Part of a floor mosaic turned into a coffee table, coming from one of emperor Caligula’s private ceremonial ships, is returned to Italy from the United States among other artefacts.

The artefact was probably on the floor of one of the private ships the notorious Roman emperor had built and used on Lake Nemi. The two massive ships, famous for their opulence and said to be used either for ceremonies or orgies, had sunk and remained at the bottom of the lake until the 1930s, when archaeologists retrieved many parts which were preserved. The items are on display at Italy’s Roman Ship Museum but the artefact in question was probably seized after World War II and ended up in the USA, in the apartment of an antique dealer who had bought it in the 1960’s from a villa on lake Nemi.

The inlaid marble mosaic, turned into a coffee table, was spotted by Italian authorities and seized by the New York district attorney’s office. It dates to the first century AD and is made of green and red porphyry cobbles, serpentine and glass. It is configured in a colourful geometric pattern.

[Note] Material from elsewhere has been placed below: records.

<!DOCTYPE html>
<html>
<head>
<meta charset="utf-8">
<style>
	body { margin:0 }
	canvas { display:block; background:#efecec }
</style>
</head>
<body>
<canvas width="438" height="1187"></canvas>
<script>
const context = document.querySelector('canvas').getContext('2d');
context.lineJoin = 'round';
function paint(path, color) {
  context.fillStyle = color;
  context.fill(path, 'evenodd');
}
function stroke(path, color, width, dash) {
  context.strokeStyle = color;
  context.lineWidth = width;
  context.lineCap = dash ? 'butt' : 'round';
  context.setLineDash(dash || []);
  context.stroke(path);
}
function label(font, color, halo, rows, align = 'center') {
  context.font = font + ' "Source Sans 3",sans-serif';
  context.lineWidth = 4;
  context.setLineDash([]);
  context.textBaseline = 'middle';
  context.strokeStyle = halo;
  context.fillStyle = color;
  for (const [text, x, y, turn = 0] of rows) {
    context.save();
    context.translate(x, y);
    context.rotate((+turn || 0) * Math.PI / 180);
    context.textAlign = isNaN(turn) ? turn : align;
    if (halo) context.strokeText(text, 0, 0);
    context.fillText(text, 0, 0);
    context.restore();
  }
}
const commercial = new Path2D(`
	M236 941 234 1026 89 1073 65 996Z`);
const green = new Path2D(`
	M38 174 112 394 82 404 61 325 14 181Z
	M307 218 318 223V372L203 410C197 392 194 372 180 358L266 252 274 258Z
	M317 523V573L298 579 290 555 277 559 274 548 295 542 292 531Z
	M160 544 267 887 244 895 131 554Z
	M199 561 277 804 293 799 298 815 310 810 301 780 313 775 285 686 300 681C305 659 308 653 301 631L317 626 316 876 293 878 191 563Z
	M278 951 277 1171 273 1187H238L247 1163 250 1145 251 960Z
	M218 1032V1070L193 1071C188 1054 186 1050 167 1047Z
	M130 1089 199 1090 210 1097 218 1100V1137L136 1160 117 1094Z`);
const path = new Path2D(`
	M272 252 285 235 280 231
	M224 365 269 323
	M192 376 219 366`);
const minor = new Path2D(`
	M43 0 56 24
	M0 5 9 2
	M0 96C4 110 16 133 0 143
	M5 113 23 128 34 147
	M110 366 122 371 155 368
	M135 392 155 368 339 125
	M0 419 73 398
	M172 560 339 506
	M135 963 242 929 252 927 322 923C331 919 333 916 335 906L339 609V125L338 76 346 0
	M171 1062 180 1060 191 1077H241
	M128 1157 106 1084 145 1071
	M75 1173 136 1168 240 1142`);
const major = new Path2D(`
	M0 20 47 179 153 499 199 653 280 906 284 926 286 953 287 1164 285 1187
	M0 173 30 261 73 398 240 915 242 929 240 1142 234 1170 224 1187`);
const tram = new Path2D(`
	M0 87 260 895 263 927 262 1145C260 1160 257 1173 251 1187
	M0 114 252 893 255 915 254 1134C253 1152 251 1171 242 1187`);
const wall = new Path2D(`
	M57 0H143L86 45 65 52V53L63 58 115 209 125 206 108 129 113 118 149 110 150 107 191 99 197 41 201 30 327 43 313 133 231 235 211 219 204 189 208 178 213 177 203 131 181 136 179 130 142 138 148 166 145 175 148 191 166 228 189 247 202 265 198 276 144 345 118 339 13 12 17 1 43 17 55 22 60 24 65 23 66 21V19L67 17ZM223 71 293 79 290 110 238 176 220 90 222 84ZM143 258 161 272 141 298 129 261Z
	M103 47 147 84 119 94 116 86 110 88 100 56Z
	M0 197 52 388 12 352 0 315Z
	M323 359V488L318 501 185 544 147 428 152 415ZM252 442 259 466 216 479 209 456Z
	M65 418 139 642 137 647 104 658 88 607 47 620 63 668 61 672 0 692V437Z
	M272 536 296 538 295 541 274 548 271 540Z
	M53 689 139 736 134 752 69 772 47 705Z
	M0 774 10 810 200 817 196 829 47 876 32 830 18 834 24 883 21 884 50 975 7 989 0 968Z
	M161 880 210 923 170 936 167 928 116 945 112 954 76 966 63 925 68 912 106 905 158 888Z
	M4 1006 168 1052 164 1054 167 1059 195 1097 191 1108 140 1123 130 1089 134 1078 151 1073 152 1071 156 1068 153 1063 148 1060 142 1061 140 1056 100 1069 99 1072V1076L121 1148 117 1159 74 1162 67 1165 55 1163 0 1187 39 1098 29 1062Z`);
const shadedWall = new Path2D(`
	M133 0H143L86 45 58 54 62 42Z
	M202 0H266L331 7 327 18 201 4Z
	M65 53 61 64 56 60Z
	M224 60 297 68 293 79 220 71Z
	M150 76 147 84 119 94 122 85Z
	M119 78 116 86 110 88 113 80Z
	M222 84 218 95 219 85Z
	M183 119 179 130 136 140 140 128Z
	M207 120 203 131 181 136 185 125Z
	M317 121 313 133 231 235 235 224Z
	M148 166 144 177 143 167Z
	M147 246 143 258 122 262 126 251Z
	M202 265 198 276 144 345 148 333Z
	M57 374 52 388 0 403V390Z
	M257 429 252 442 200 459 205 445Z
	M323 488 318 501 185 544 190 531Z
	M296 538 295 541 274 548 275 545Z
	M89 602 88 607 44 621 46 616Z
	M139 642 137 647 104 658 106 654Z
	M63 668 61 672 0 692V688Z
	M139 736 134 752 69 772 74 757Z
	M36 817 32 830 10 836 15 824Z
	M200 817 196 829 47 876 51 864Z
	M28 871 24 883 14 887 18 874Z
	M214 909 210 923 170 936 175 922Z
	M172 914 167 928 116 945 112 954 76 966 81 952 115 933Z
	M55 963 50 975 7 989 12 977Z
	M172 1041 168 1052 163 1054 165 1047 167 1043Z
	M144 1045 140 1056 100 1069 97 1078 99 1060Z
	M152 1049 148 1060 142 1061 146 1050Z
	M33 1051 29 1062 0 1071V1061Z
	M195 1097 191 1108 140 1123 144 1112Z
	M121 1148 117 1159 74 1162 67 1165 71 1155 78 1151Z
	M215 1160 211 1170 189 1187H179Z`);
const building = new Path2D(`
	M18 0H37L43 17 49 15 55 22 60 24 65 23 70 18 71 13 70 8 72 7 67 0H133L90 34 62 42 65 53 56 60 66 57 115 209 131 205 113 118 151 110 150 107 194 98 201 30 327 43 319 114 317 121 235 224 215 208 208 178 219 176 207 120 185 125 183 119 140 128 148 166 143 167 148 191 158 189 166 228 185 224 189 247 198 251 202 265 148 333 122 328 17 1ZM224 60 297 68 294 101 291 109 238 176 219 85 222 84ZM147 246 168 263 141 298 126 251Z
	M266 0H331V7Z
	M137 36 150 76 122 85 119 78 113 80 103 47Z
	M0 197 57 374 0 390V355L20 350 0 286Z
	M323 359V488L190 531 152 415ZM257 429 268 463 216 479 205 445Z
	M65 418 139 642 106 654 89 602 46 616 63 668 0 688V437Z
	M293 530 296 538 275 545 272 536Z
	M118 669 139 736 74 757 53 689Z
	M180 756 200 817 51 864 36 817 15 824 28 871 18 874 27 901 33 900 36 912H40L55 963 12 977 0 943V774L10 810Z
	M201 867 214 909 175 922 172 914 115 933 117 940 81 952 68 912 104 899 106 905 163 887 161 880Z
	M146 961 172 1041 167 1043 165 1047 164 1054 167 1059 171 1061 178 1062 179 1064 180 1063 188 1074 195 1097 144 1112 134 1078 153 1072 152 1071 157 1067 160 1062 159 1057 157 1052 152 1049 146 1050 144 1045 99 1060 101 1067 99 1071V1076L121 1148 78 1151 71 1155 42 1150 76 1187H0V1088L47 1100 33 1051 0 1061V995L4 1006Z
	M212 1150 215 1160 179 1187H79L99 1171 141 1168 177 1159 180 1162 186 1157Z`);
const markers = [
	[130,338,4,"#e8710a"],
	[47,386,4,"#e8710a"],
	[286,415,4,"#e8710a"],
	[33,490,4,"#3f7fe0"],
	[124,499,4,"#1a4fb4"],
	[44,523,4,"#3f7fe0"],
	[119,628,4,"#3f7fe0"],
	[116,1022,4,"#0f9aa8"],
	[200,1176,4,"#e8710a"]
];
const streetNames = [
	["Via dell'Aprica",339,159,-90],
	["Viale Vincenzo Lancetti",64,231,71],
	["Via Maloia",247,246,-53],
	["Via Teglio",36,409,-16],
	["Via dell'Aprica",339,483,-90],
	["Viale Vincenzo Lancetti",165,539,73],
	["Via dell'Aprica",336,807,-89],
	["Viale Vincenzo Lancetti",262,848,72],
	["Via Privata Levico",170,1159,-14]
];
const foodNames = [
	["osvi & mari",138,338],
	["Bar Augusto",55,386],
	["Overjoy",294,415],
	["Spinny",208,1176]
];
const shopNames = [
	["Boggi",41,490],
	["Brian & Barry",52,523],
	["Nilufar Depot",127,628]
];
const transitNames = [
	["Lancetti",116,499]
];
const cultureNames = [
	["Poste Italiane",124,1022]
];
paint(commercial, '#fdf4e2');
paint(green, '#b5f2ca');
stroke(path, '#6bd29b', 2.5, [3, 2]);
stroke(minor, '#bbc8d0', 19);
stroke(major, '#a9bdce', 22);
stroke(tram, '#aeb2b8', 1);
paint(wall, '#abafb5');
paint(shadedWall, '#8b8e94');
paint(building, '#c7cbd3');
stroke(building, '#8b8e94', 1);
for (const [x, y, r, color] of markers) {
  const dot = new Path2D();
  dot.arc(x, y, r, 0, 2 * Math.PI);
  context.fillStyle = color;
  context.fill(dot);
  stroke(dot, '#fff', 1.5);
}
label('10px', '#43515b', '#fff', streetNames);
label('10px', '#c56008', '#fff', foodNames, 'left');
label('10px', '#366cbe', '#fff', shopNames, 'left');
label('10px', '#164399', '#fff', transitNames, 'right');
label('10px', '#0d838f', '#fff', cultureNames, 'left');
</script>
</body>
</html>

Along with the mosaic the authorities retrieved various other items, such as a 350 BC vase from the Puglia region and two amphorae from the 4th or 5th century.

The Culture Minister of Italy Dario Franceschini spoke at a news conference in New York on Friday about the repatriation of the retrieved artefacts. He said that they will all return to the places they were taken from. Among the artefacts presented at the news conference there were Roman coins, books and manuscripts.